What is the difference between Character Sets, Encoding & Collations


You must have heard before about these terms – Encoding, Character Sets and Collations.

So what exactly these terms means ?

A character set is a set of symbols and encodings. We can also term character set as a list of characters with unique numbers. For example, in the Unicode character set, the number for A is 41.

A collation is a set of rules for comparing characters in a character set.

Encoding is an algorithm that translates a list of numbers to binary so it can be stored on disk. For example UTF-8 would translate the number sequence 1, 2, 3, 4 like this: “00000001 00000010 00000011 00000100″.

Let’s explore more about these terms with the help of an example :

Suppose we have four letters : “S”, “T”, “s”, “t”. We assume that each letter corresponds to a number :

“S”=0, “T”=1, “s”=2, “t”=3

Now letter “S” represents a symbol and corresponding number, which is 0, represents the encoding for “S” and combination of all four letters and their encodings is a character set.

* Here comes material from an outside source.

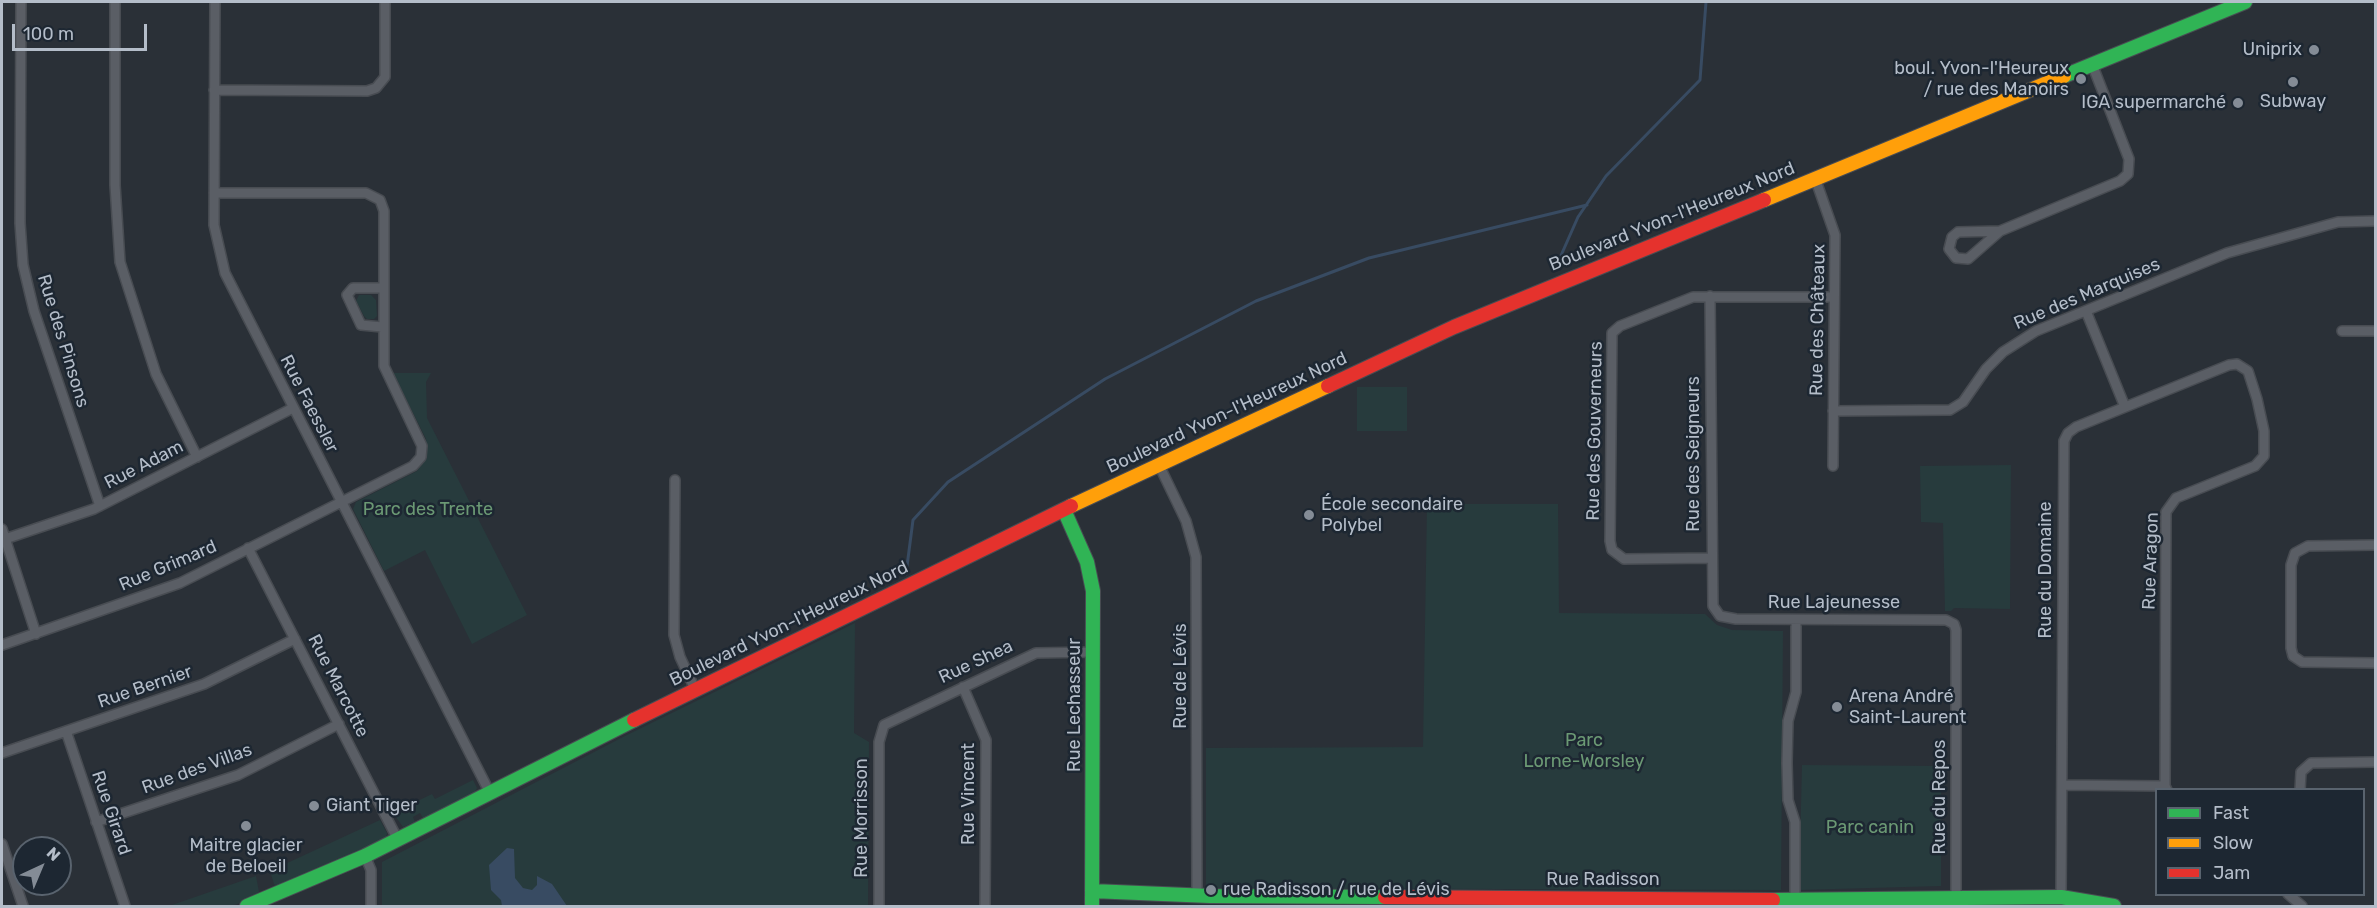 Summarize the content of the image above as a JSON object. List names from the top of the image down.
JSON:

If you want to compare two letter then you can simply do that by comparing their encodings and can quickly find out that by looking at their encoding.

For eg, you want to compare “S” with “T” then look at their corresponding encoding which is 0 and 1 respectively. Thus we can quickly find out that “S” is less than “T” because 0 is less than 1.

Collation is a set of rules for comparing characters( for eg. sorting of data in mysql) in a character set. Choosing appropriate collation type is very important, if you are dealing with sorting of multilingual data. “utf8_unicode_ci” is the most preferred collation type in such case.

There are some other terms as well, which are closely related with what we are discussing, like Unicode, UTF-8 etc. Let’s try to understand some of these as well.

UTF-8 is an encoding used to translate binary data into numbers, whereas Unicode is a character set used to translate numbers into characters.

Unicode is a standard that defines Universal Character Set (UCS) which is a superset of all existing characters required to represent all known languages. Unicode assigns a Name and a Number(code-point) to each character in its repertoire.

On other hand, UTF-8 encoding is a way to represent these characters digitally in computer memory. UTF-8 maps each code-point into a sequence of octets (8-bit bytes)